Na perspectiva, depois, de um desenvolvimento da dimensão ecológica, centra-se na "convergência de várias ações: política, cultural, social, produtiva", mesmo se "o trabalho a ser feito ainda seja muito".
A partilha de uma viagem comum
O Papa volta então ao
clamor dos pobres ao recordar que, quando eles se movem, "causam medo aos
povos que vivem em bem-estar". Francisco observa que "não existe
futuro pacífico para a humanidade, senão na aceitação da diversidade, na
solidariedade, no pensar na humanidade como uma só família".
A atenção aos migrantes é
"um grande desafio para todos" hoje: a viagem que realizam – destaca
- no fundo "é feita a dois" e não devemos ter medo de compartilhá-la,
com esperança.
"Aqueles que vêm à
nossa terra, e nós que vamos ao coração deles para compreendê-los, entender a
sua cultura, a sua língua, sem negligenciar o contexto atual. Isto seria um
sinal claro de um mundo e de uma Igreja que procura ser aberta, inclusiva e
acolhedora, uma Igreja mãe que abraça a todos na partilha da viagem
comum."
Dignidade do trabalho e sociedades justas e democráticas
Interpelado sobre os consensos
obtidos na Itália por forças políticas definidas como populistas, que não
compartilham a abertura das fronteiras nacionais aos migrantes, e sobre as
direções a serem dadas à Europa, o Pontífice exorta a olhar para as pessoas que
fogem da miséria e da fome, solicitando "muitos empresários" e outras
tantas "instituições européias às quais não faltam genialidade e
coragem", para "empreender caminhos de investimento, em seus países,
em formação, desde a escola até o desenvolvimento de verdadeiros sistemas
culturais reais e sobretudo no trabalho", apontando para o bem dos Estados
"ainda hoje pobres", "dando a essas pessoas a dignidade do
trabalho e ao seu país a capacidade de criar laços sociais positivos, capazes
de construir sociedades justas e democráticas".
"As respostas aos
pedidos de ajuda, mesmo que generosas, podem não ter sido suficientes e hoje
choramos milhares de mortos.
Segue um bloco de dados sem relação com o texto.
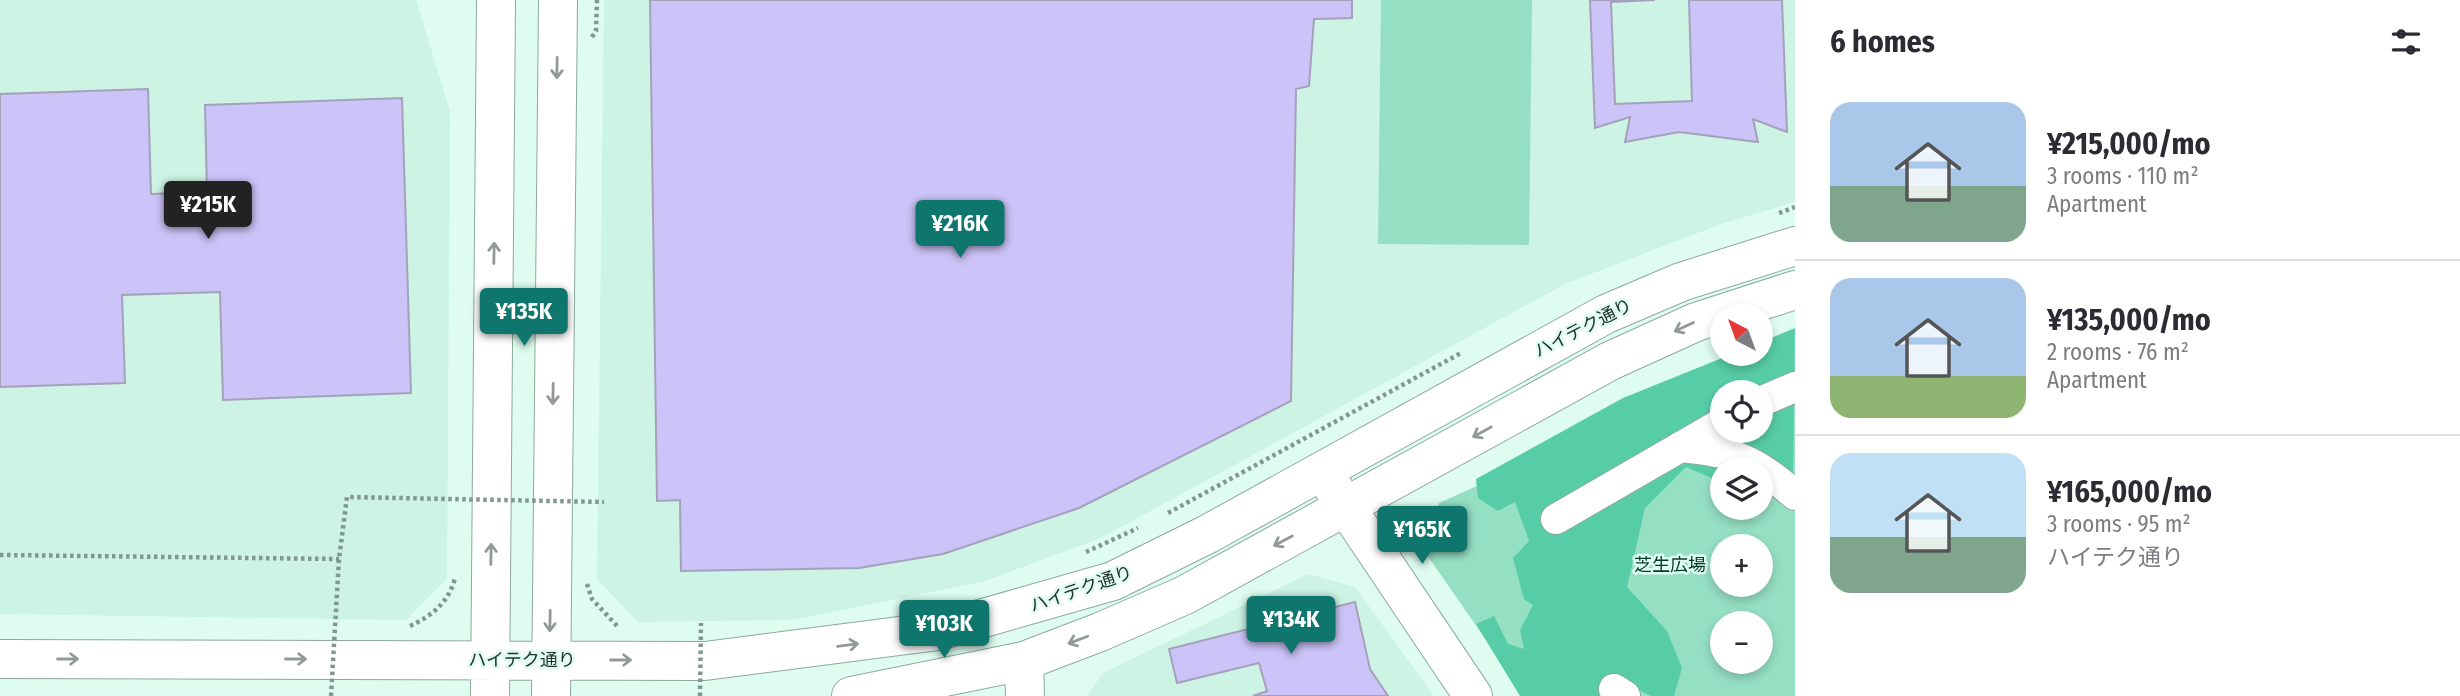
<!DOCTYPE html>
<html lang="en">
<head>
<meta charset="utf-8">
<style>
	body { margin:0; font-family:"Fira Sans Condensed","Noto Sans JP",sans-serif; background:#f7f7f7; color:#2b2b33; height:100vh; display:flex; flex-direction:column; font-size:26px; white-space:nowrap }
	* { box-sizing:border-box; margin:0 }
	p { font-size:23px; color:#7c7c81 }
	.icon { flex:none; width:38px; height:38px; fill:none; stroke:currentColor; stroke-width:2; stroke-linecap:round; stroke-linejoin:round }
	.map { position:relative; flex:1; overflow:hidden }
	.drawer { display:flex; flex-direction:column; background:#fff; width:665px }
	.drawer>* { flex:none }
	.needle { width:46px; rotate:319deg }
	.controls { position:absolute; left:1710px; top:303px; display:grid; gap:14px }
	.controls a { display:grid; place-items:center; width:63px; height:63px; border-radius:50%; background:#fff; box-shadow:0 4px 10px #0003; font-size:35px }
	.price { position:absolute; translate:-50% -60px; padding:0 16px; border-radius:7px; background:#0f766e; color:#fff; font-size:23px; line-height:46px; filter:drop-shadow(0 2px 4px #0008) }
	.price::after { content:''; position:absolute; left:50%; top:42px; width:21px; height:16px; margin-left:-10px; background:inherit; clip-path:polygon(0 0,100% 0,50% 100%) }
	.price.current { background:#222; color:#fff }
	ul { padding:0; list-style:none }
	li { display:flex; align-items:center; gap:21px; height:175px; padding:0 35px }
	li+li { border-top:2px solid #e1e1e2 }
	li span { display:grid; place-items:center; flex:none; width:196px; height:140px; border-radius:21px; color:#555 }
	li>.icon { margin-inline-start:auto }
	span .icon { width:84px; height:84px; fill:#fffc; stroke-width:1 }
	li b { font-size:30px }
	h2 { display:flex; justify-content:space-between; align-items:center; height:84px; padding:0 35px; font-size:30px }
	main { display:flex; flex:1; min-height:0 }
	.map>svg:first-child { display:block }
	.built { fill:#ccf3e3 }
	.green { fill:#95dfc3; fill-rule:evenodd }
	.forest { fill:#57cda7; fill-rule:evenodd }
	.building { fill:#ccc3f8; stroke:#a5a1ba; stroke-width:2 }
	.lines { fill:none; stroke-linecap:round; stroke-linejoin:round }
	.street-casing { stroke:#8da99e; stroke-width:32 }
	.secondary-casing { stroke:#8da99e; stroke-width:40 }
	.path { stroke:#82978f; stroke-width:4.5; stroke-dasharray:3.5 3.5; stroke-linecap:butt }
	.street { stroke:#fff; stroke-width:30 }
	.secondary { stroke:#fff; stroke-width:38 }
	.path-bridge { stroke:#82978f; stroke-width:4.5; stroke-dasharray:3.5 3.5; stroke-linecap:butt }
	.oneway { stroke:#939996 }
	.labels { text-anchor:middle; dominant-baseline:central; stroke-width:5; stroke-linejoin:round; paint-order:stroke }
	.street-label { font-size:18px; fill:#27332e; stroke:#defcf0 }
	.park-label { font-size:18px; fill:#033a2b; stroke:#defcf0 }
</style>
</head>
<body>
<main>
<div class="map">
<svg width="1795" height="696" viewBox="0 0 1795 696">
	<rect width="100%" height="100%" fill="#defcf0"/>
	<path class="built" d="M0 0H416L450 111 447 579 406 620 0 614Z
		M604 0H1795V202L1721 224 1565 284 1101 538 985 581 792 620 638 622 597 579Z
		M1308 574 1355 587 1434 696H1087L1103 673Z"/>
	<path class="green" d="M1381 0H1532L1529 245 1378 244Z
		M1795 343V696H1525L1427 555 1439 503ZM1722 392H1760V430H1722ZM1722 469H1760V508H1722ZM1722 546H1760V584H1722ZM1722 623H1760V662H1722Z"/>
	<path class="forest" d="M1795 328 1793 475 1755 447 1731 469H1722V477L1718 481 1686 467 1645 508 1627 587 1667 631 1682 668 1674 696H1651L1634 688 1632 696H1520L1476 624 1494 616 1508 644 1524 649 1520 630 1533 605 1524 599 1513 558 1529 541 1515 502 1498 511 1478 498 1476 479 1623 398 1732 354H1760L1761 342ZM1722 392H1760V430H1722Z"/>
	<path class="building" d="M650 0H1352V18L1314 19 1309 86 1296 89 1291 401 1079 508 943 554 859 568 681 571 680 500 657 501Z
		M1590 0H1655L1611 2 1615 104 1692 101 1689 0H1782L1787 132 1753 119 1758 142 1679 132 1625 142 1630 117 1595 128Z
		M148 89 151 194 207 192 205 105 402 98 411 393 223 400 220 292 122 295 125 383 0 387V94Z
		M1355 602 1370 669 1388 696H1253L1267 691 1259 663 1177 683 1169 649Z"/>
	<g class="lines">
		<defs>
			<path id="street" d="M1760 402 1795 387
				M1680 447C1735 452 1754 459 1795 495
				M1556 519 1722 423
				M1614 689 1625 696"/>
			<path id="secondary" d="M1332 486 1473 696
				M0 659 705 661 938 631 1113 581 1208 534 1606 314 1681 282 1795 246
				M1024 661 1025 696
				M490 696 496 0
				M551 696 558 0
				M851 696 1024 661 1100 632 1185 595 1610 361 1696 322 1795 290"/>
		</defs>
		<use href="#street" class="street-casing"/>
		<use href="#secondary" class="secondary-casing"/>
		<path class="path" d="M592 37 596 31 597 0
			M1779 213 1795 207
			M1168 513 1461 353
			M1086 552 1138 528
			M0 555 339 559
			M587 584 592 599 618 627
			M410 626C432 616 449 602 455 578"/>
		<use href="#street" class="street"/>
		<use href="#secondary" class="secondary"/>
		<path class="path-bridge" d="M331 696 339 559 347 497 604 502
			M700 696 701 623"/>
	</g>
	<defs><path id="oneway-shaft" d="M-6 0H5M1.5-3L5.5 0L1.5 3" fill="none" stroke-width="1.6" stroke-linecap="round" stroke-linejoin="round" transform="scale(1.75)"/></defs>
	<g class="oneway">
		<use href="#oneway-shaft" transform="translate(557 68) rotate(91)"/>
		<use href="#oneway-shaft" transform="translate(494 253) rotate(-89)"/>
		<use href="#oneway-shaft" transform="translate(1684 327) rotate(155)"/>
		<use href="#oneway-shaft" transform="translate(553 394) rotate(91)"/>
		<use href="#oneway-shaft" transform="translate(1482 432) rotate(151)"/>
		<use href="#oneway-shaft" transform="translate(1283 541) rotate(152)"/>
		<use href="#oneway-shaft" transform="translate(491 554) rotate(-89)"/>
		<use href="#oneway-shaft" transform="translate(550 621) rotate(91)"/>
		<use href="#oneway-shaft" transform="translate(1078 640) rotate(159)"/>
		<use href="#oneway-shaft" transform="translate(848 645) rotate(-8)"/>
		<use href="#oneway-shaft" transform="translate(68 659)"/>
		<use href="#oneway-shaft" transform="translate(296 659)"/>
		<use href="#oneway-shaft" transform="translate(621 660)"/>
	</g>
	<g class="labels">
		<g class="street-label">
			<text transform="translate(1583 328) rotate(-27)">ハイテク通り</text>
			<text transform="translate(1081 589) rotate(-19)">ハイテク通り</text>
			<text x="522" y="660">ハイテク通り</text>
		</g>
		<g class="park-label">
			<text x="1670" y="565">芝生広場</text>
		</g>
	</g>
</svg>
<div class="controls">
<a><svg class="needle" viewBox="-14 -14 28 28"><path d="M0-13l5 13h-10z" fill="#e53935"/><path d="M0 13l5-13h-10z" fill="#7c7c81"/></svg></a>
<a><svg class="icon" aria-label="locate" viewBox="0 0 24 24"><circle cx="12" cy="12" r="6"/><path d="M12 2v4M12 18v4M2 12h4M18 12h4"/></svg></a>
<a><svg class="icon" aria-label="layers" viewBox="0 0 24 24"><path d="M12 4l9 5-9 5-9-5zM3 14l9 5 9-5"/></svg></a>
<a>+</a>
<a>−</a>
</div>
<b class="price current" style="left:208px;top:241px">¥215K</b>
<b class="price" style="left:960px;top:260px">¥216K</b>
<b class="price" style="left:524px;top:348px">¥135K</b>
<b class="price" style="left:1422px;top:566px">¥165K</b>
<b class="price" style="left:1291px;top:656px">¥134K</b>
<b class="price" style="left:944px;top:660px">¥103K</b>
</div>
<section class="drawer">
<h2>6 homes<svg class="icon" aria-label="filters" viewBox="0 0 24 24"><path d="M4 7h16M4 17h16"/><circle cx="9" cy="7" r="2"/><circle cx="15" cy="17" r="2"/></svg></h2>
<ul>
<li><span style="background:linear-gradient(#a9c7e8 60%,#7fa58c 0)"><svg class="icon" aria-label="home" viewBox="0 0 24 24"><path d="M3 11l9-7 9 7M6 9v11h12V9"/></svg></span><div><b>¥215,000/mo</b><p>3 rooms · 110 m²</p><p>Apartment</p></div></li>
<li><span style="background:linear-gradient(#a9c7e8 70%,#8fb573 0)"><svg class="icon" aria-label="home" viewBox="0 0 24 24"><path d="M3 11l9-7 9 7M6 9v11h12V9"/></svg></span><div><b>¥135,000/mo</b><p>2 rooms · 76 m²</p><p>Apartment</p></div></li>
<li><span style="background:linear-gradient(#bfe0f5 60%,#7fa58c 0)"><svg class="icon" aria-label="home" viewBox="0 0 24 24"><path d="M3 11l9-7 9 7M6 9v11h12V9"/></svg></span><div><b>¥165,000/mo</b><p>3 rooms · 95 m²</p><p>ハイテク通り</p></div></li>
</ul>
</section>
</main>
</body>
</html>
Houve muitos silêncios. O silêncio do senso comum,
o silêncio do sim é feito sempre assim, o silêncio do nós sempre contraposto ao
eles. O Senhor promete descanso e libertação a todos os oprimidos do mundo, mas
Ele tem necessidade de nós para tornar eficaz a sua promessa. Tem necessidade
de nossos olhos para ver as necessidades dos irmãos e irmãs. Tem necessidade de
nossas mãos para socorrer. Tem necessidade da nossa voz para denunciar as
injustiças cometidas no silêncio, às vezes cúmplice, de muitas. Sobretudo, o
Senhor tem necessidade do nosso coração para manifestar o amor misericordioso
de Deus pelos últimos, os rejeitados, os abandonados, os marginalizados."
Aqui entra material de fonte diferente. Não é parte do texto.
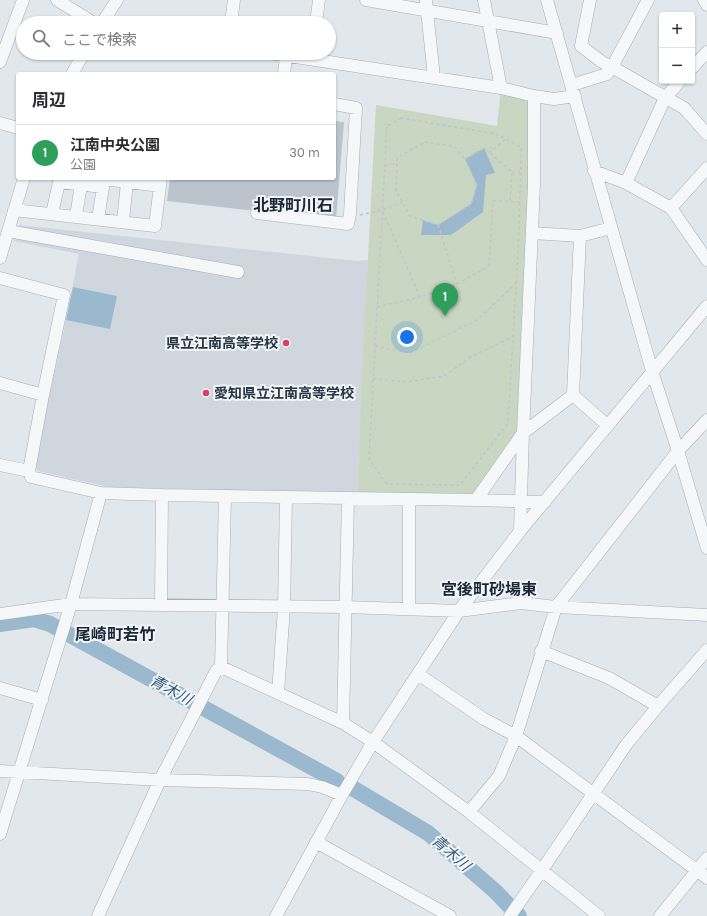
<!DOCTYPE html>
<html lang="ja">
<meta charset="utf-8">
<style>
body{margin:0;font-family:Karla,"Noto Sans JP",sans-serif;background:#f2f2f3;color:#2b2b33}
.controls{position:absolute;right:12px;top:12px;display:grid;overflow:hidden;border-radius:4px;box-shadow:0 1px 3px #0004}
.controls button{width:36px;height:36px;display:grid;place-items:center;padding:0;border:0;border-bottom:1px solid #e1e1e2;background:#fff;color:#2b2b33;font:20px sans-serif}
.you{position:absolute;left:407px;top:337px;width:14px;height:14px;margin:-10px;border:3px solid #fff;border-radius:50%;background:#1a73e8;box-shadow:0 0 0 6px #1a73e833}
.badge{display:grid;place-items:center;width:26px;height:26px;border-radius:50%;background:#0f766e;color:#fff;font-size:13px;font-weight:700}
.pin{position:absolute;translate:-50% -33px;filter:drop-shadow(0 1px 2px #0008)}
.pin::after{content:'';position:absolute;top:21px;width:14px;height:12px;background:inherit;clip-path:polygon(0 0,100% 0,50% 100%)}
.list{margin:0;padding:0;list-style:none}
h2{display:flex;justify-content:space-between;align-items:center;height:52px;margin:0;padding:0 16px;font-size:17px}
h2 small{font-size:13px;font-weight:400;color:#7c7c81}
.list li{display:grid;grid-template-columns:26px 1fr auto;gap:12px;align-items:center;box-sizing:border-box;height:56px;padding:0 16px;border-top:1px solid #e1e1e2}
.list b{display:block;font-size:15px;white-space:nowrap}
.list p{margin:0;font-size:13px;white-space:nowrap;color:#7c7c81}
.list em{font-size:13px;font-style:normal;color:#7c7c81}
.icon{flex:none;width:22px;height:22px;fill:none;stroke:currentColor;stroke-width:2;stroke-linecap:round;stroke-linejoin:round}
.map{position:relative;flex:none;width:707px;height:916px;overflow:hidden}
.search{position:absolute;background:#fff;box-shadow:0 1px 3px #0004;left:16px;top:16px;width:320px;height:44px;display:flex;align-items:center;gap:10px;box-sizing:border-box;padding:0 14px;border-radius:22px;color:#7c7c81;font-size:15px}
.panel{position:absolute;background:#fff;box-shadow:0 1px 3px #0004;left:16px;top:72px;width:320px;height:108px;border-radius:4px}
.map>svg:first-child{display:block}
</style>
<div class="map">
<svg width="707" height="916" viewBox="0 0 707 916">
<rect width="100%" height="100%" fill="#e2e7eb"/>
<path fill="#d0d6dd" d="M 19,225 L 357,261 L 368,260 L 358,494 L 108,487 L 38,471 L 34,466 L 66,320 L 79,254 L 14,241 Z"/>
<path fill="#c9d6c2" d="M 501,88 L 534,96 L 520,426 L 474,493 L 465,497 L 358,494 L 362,372 L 376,105 L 497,126 Z"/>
<path fill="#9ab9ce" d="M 484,148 L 495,173 L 486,175 L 483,212 L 451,235 L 421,235 L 423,220 L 438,225 L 471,204 L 477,185 L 465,159 Z
M 73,287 L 117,296 L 110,329 L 66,320 Z"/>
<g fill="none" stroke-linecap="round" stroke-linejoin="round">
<path stroke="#9ab9ce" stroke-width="16" d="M 0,624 L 34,619 L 50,624 L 337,781
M 354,789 L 428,833 L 495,891 L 519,916"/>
</g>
<path fill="#bbc3cc" d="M 334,121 L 344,122 L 336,220 L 167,201 L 170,178 L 334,178 Z"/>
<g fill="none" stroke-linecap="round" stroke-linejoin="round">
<defs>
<path id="minor" d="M 57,0 L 94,23
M 366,0 L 557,33
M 426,0 L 434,78
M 484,0 L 501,88
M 547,0 L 652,371 L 678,451 L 707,548
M 648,0 L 612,67 L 684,108 L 707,134
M 704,0 L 707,5
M 102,23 L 117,0
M 231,23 L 234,0
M 316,23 L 319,0
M 269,53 L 501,88 L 534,96 L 554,99 L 575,96
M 0,62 L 23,0
M 692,68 L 707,52
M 72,74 L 84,53
M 284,74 L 286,56
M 572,85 L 607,74 L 612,67 L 602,62 L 581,46 L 590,0
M 0,123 L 18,128
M 594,171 L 626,183 L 671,208 L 707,260
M 626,183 L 665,98 L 680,81
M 671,208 L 707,168
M 14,210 L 155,226 L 161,178
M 257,213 L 348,224 L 350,214 L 356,108 L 334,104
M 52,214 L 59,182 L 103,187 L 104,179 L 160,186
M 76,217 L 81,184
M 98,219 L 103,187
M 123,222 L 127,182
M 8,231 L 238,272
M 532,233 L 580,236 L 611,228
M 0,258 L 24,178
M 0,278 L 64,295 L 43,395 L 29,471
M 0,383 L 43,395
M 573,395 L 580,236
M 0,465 L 29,471 L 31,477 L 101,493 L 162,495
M 476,500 L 545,502
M 520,531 L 523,433 L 573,395 L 607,425
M 161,605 L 162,495 L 476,500 L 523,433 L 534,185 L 534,96
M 409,609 L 409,500
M 0,614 L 71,604 L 345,607 L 459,611 L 521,603 L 556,607 L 707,615
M 541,651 L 609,678 L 658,706
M 221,667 L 343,723 L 373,742 L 469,812 L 599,916
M 418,674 L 484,719 L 516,736 L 707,878
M 0,688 L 42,700
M 278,693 L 284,607 L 286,497
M 343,723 L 348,498
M 0,771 L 160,780 L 308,784 L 322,787 L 342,795
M 469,812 L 499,776 L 516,736 L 556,607 L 678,451 L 707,420
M 0,834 L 71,604 L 101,493
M 316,842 L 450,916
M 98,916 L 160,780 L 216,671 L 221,667 L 225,496
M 276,916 L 342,795 L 373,742 L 459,611 L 520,531 L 707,306
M 510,916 L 542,870 L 626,745 L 658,706 L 707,650
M 660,916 L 707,858"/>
</defs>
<use href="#minor" stroke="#a6aeb6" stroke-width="13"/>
<path stroke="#c0c5ca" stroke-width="1.5" stroke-dasharray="3 3" stroke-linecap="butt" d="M 401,118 L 496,134 L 521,147 L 519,233 L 508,423 L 460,485 L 387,484 L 369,459 L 387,126 Z
M 425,142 L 454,146 L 465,159 L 477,185 L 471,204 L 438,225 L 410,216 L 396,191 L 397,158 Z
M 489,153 L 506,139
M 465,159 L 484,148 L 512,172 L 510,202
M 385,166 L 397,163
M 512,172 L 520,172
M 383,212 L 420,297 L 457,284 L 489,266 L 493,201 L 520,202
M 360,215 L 382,210 L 402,202
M 438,225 L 457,284
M 377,307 L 420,297
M 375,346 L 410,353 L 477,320 L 516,283
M 373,379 L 407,382 L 444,376 L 472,356 L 513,337"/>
<use href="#minor" stroke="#f5f7f9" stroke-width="12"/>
</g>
<g fill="#d93e67" stroke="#f2f5f8" stroke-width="1.5">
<circle cx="286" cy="343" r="4"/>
<circle cx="206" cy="393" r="4"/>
</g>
<g text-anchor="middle" stroke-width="4" stroke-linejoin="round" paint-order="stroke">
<g font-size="14" font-weight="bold" fill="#283645" stroke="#f2f5f8" text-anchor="end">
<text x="278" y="348">県立江南高等学校</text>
<text x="214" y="398" text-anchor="start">愛知県立江南高等学校</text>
</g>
<g font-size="15" font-style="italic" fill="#2f5a7c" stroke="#f2f5f8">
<text transform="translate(171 690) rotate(29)" y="5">青木川</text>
<text transform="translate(451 853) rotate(41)" y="5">青木川</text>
</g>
<g font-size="16" font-weight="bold" fill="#1b2736" stroke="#f2f5f8">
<text x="293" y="211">北野町川石</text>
<text x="489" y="595">宮後町砂場東</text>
<text x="115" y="640">尾崎町若竹</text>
</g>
</g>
</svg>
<div class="controls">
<button>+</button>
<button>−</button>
</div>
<div class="you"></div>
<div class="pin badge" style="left:445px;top:316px;background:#2e9e5b">1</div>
<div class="search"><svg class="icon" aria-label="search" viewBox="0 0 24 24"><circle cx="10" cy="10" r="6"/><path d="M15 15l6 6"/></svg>ここで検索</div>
<section class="panel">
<h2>周辺<small></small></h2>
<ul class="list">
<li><span class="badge" style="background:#2e9e5b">1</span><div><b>江南中央公園</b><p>公園</p></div><em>30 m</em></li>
</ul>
</section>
</div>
Integração e instalação digna
Por parte dos migrantes –
acrescenta –, é necessário o respeito pela cultura e pelas leis do país que os
acolhe, "para colocar assim em campo conjuntamente um percurso de
integração e para superar todos os medos e inquietações".
Confio estas
responsabilidades à prudência dos governos, para que encontrem modalidades
compartilhadas para dar acolhida digna a tantos irmãos e irmãs que pedem ajuda.
Pode-se receber um certo número de pessoas, sem negligenciar a possibilidade de
integrá-las e organizá-las de maneira digna. É necessário ter atenção aos
tráficos ilícitos, cientes de que a acolhida não é fácil.